Thirteen years later, Congress revived the concept, albeit in a lesser form, when President Clinton signed the Congressional Review Act (“CRA”). Under the act, lawmakers have a window of time to vote down new regulations. Unlike the original legislative veto, however, CRA “resolutions of disapproval” require the president’s signature.
Obviously, a sitting president is unlikely to sign a law that repeals one of his or her administration’s own rules. The upshot is that the modern legislative veto is most effective when there’s been a changeover in the party that occupies the presidency—typically, the new boss is eager to overturn rules passed by the old boss. During the first months of Trump’s term, for example, the Republican‐controlled Congress vetoed 15 rules issued late in Obama’s second term.
This is not to say that the CRA is useless for the party that doesn’t occupy the Oval Office. To the contrary, passing a CRA sends a powerful political message. It concentrates the president’s attention—and, by extension, that of the media and public—on the regulatory measure at issue. In a time when most policy flows from an alphabet soup’s worth of regulatory agencies, a CRA resolution serves the salutary purpose of forcing elected officials to pay attention to the rules being churned out by non‐elected officials.
Congressional Republicans understand this. President Obama had to veto at least five CRA resolutions of disapproval during the 114th Congress (S.J. Res. 8, S.J. Res. 22, S.J. Res. 23, S.J. Res. 24, & H.J. Res. 88). At least three more legislative vetoes were passed by a Republican‐controlled House or Senate. (H.J. Res. 37, H.J. Res. 118, & S.J. Res. 28). And GOP lawmakers introduced many more throughout Obama’s tenure.
Congressional Democrats, by contrast, have been far less willing to employ the Congressional Review Act against a Republican president. According to my review of the Thomas database, a Democrat‐controlled House or Senate passed only one legislative veto during the George W. Bush administration. That measure, moreover, was politically anodyne—it passed the Senate on a voice vote. Simply put, Democrats never played hardball with the legislative veto, unlike Republicans.
The Democrats’ inaction is puzzling, given that the legislative veto cuts both ways. Put differently, CRA resolutions apply just as readily to de-regulatory action as they do to regulatory action. Why would Democrat lawmakers reject an effective check?
In an insightful article from last Summer, congressional scholar Philip Wallach offered an answer. According to Wallach, Republicans have foolishly branded the legislative veto as anti‐regulation, which leads to two results. First, Democrats deny themselves use of the Congressional Review Act. Second, and more generally, it’s “significantly harder to fashion bipartisan compromises that favor the first branch.”

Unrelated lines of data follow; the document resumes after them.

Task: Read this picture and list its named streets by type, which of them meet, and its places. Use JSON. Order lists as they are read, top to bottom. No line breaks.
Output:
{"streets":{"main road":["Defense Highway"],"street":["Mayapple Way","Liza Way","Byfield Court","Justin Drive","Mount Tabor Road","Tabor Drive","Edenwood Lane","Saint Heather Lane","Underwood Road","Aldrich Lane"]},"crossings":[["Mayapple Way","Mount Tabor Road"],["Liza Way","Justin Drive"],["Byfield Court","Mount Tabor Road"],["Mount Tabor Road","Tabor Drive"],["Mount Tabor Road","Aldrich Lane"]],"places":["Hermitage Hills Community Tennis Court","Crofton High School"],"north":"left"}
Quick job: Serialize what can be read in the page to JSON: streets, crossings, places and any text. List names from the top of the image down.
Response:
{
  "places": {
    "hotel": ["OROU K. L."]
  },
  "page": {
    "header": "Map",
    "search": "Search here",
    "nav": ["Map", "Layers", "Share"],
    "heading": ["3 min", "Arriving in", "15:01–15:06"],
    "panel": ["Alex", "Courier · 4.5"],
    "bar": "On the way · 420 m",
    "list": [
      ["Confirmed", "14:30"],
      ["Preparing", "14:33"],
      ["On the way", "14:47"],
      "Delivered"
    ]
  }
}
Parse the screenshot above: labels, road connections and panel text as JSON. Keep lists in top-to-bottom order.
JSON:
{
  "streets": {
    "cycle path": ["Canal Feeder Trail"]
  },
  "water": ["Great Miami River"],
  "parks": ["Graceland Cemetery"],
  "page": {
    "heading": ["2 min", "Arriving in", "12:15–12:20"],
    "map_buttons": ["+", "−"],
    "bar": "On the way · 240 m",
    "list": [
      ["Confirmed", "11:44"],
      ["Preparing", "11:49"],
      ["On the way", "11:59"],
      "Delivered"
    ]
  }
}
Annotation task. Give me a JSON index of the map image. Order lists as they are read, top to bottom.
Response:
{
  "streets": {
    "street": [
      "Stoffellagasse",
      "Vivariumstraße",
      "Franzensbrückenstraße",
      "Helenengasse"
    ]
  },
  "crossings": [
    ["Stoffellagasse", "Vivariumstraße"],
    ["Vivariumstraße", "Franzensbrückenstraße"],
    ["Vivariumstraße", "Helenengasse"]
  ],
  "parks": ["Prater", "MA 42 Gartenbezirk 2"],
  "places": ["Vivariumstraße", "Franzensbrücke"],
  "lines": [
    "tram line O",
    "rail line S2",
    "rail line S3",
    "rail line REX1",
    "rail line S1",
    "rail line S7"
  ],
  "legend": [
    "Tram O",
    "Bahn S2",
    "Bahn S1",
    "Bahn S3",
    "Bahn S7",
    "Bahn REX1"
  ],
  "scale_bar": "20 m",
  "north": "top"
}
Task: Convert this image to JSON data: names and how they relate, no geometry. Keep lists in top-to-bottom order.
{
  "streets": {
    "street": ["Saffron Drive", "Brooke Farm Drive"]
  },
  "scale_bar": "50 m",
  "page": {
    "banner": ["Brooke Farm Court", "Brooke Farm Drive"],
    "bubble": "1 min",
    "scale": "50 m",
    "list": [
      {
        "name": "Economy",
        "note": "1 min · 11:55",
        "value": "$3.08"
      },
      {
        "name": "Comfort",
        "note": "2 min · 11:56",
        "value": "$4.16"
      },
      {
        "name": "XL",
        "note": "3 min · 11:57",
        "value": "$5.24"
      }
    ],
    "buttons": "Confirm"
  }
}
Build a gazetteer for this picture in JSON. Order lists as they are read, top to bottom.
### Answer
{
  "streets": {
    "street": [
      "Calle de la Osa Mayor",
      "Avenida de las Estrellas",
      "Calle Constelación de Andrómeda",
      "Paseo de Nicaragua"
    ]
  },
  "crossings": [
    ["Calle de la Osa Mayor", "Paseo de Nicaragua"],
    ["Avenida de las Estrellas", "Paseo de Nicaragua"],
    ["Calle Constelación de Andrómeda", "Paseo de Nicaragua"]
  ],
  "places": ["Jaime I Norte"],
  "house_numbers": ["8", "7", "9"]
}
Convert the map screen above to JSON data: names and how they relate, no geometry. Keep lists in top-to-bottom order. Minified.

I mostly agree with Wallach, though I’m a bit more bipartisan in my fault‐finding. I think our contemporary politics are so impossibly Manichean that either side’s knee‐jerk reaction is to do the opposite of what the other side is doing, even if such a reflexive response is counterproductive.
That’s the bad news. Now for the good news: Progressive lawmakers seem to be getting over their illogical rejection of the legislative veto. In late January, the House passed H.J. Res. 76, which would block a controversial student‐aid rule promulgated by the Education Department.
The White House took note—last week, it “strongly” objected and promised to veto H.J. Res. 76 were it to reach the president’s desk. By my count, this is the first time a Democrat‐controlled chamber of Congress has played rough with the legislative veto. I’m not saying I favor the Democrats’ policy ends, but I love their means.
There are other encouraging signs. Twice, Senate Democrats have forced roll call votes on divisive CRA resolutions during Trump’s first term. (S.J. Res. 63 & S.J. Res. 50). Many more such resolutions have been introduced.
Admittedly, it’s too early to tell whether congressional Democrats are truly embracing the full arsenal of legislative checks on executive action. I am, nevertheless, hopeful these examples reflect a trend.
There is precedent for Democrat leadership doing an about‐face on an institution that they once had spurned (mistakenly) as anti‐regulatory. In 1981, President Reagan unilaterally created a powerful management tool over the administrative state, known as White House “regulatory review.” For years, progressives were upset, because they believed that such review must be inherently de-regulatory. Yet many progressives changed their mind in 2001, when then‐professor (and current Supreme Court Justice) Elena Kagan wrote a blockbuster article describing how the Clinton White House had leveraged regulatory review for progressive ends. Kagan’s key insight was that both parties can play the game.
Let’s all hope that congressional Democrats are coming to a similar realization about the legislative veto. The Framers separated the powers of government to protect individual liberty from an overbearing state. For too long, Congress has remained passive while the president achieves an unhealthy concentration of power over domestic policymaking. It’s well past time for Congress to reassert itself and re‐balance the separated powers. To this end, it would be a welcome start if congressional Democrats overcame their irrational distaste for the legislative veto.